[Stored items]
········

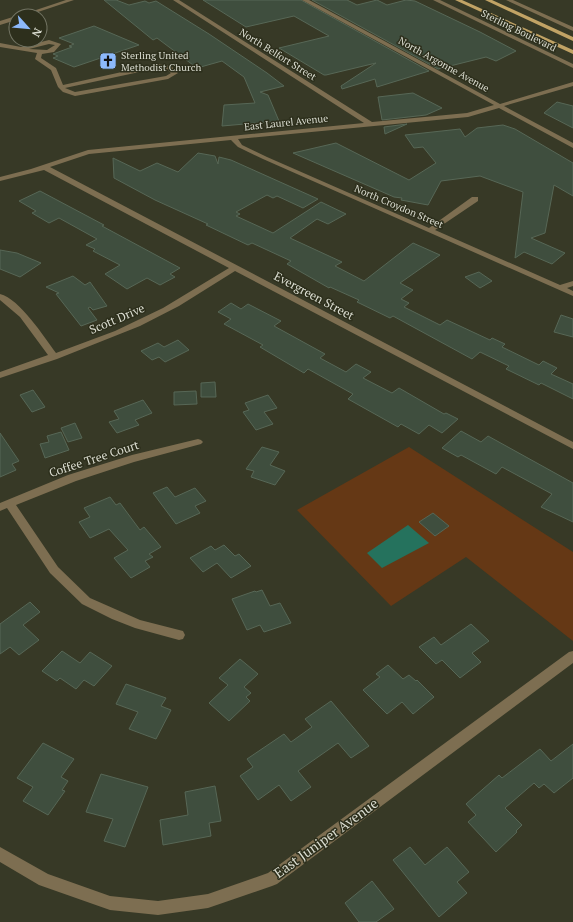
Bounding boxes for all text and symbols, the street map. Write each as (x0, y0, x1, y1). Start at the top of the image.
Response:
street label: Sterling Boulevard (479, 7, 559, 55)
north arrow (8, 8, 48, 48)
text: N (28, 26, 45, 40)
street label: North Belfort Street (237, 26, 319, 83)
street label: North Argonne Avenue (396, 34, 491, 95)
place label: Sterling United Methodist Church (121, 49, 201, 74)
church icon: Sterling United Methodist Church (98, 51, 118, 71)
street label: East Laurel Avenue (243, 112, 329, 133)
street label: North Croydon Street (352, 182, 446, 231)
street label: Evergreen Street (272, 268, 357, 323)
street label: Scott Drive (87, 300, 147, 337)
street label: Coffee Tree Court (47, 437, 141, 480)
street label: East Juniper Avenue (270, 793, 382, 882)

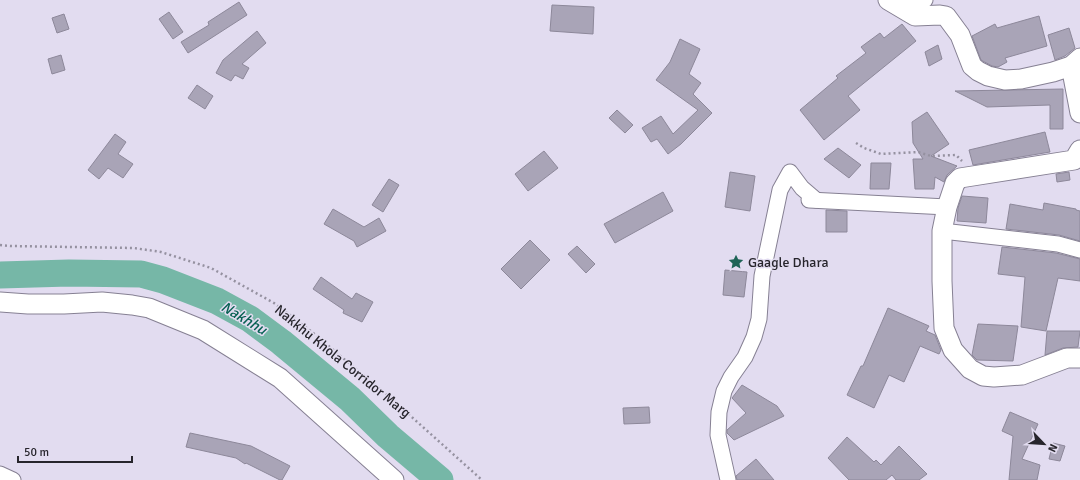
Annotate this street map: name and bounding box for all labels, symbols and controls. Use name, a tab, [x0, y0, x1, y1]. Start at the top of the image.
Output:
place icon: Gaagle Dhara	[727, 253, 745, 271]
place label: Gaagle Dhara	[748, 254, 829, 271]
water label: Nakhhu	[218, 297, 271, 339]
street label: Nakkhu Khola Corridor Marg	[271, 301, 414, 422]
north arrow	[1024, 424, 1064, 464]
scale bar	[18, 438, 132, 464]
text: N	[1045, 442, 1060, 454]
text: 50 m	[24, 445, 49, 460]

········

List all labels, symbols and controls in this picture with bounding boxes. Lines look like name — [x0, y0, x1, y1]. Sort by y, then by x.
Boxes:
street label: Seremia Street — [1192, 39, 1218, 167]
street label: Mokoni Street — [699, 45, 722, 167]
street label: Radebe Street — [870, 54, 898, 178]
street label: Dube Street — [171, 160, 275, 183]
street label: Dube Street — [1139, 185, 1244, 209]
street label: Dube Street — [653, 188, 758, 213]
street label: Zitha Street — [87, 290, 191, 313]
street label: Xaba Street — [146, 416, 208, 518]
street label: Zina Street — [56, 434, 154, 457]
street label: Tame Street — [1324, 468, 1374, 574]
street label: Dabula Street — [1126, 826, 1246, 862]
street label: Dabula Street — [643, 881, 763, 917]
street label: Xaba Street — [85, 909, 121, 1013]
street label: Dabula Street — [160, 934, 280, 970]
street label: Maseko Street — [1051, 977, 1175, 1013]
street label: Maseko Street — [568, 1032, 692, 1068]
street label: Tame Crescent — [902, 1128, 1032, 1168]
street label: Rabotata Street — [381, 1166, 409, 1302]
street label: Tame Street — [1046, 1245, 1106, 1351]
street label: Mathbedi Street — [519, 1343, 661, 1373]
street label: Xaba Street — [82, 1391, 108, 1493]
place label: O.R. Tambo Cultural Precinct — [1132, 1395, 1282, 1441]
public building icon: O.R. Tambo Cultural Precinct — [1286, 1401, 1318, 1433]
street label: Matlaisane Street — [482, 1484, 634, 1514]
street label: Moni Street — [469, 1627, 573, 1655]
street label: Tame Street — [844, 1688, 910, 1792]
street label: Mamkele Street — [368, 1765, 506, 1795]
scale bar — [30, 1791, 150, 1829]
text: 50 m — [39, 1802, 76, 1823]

········

*Directions for this task*. Provide only the count of lines in the data above that include the string "image".

*Solved exercise*. 2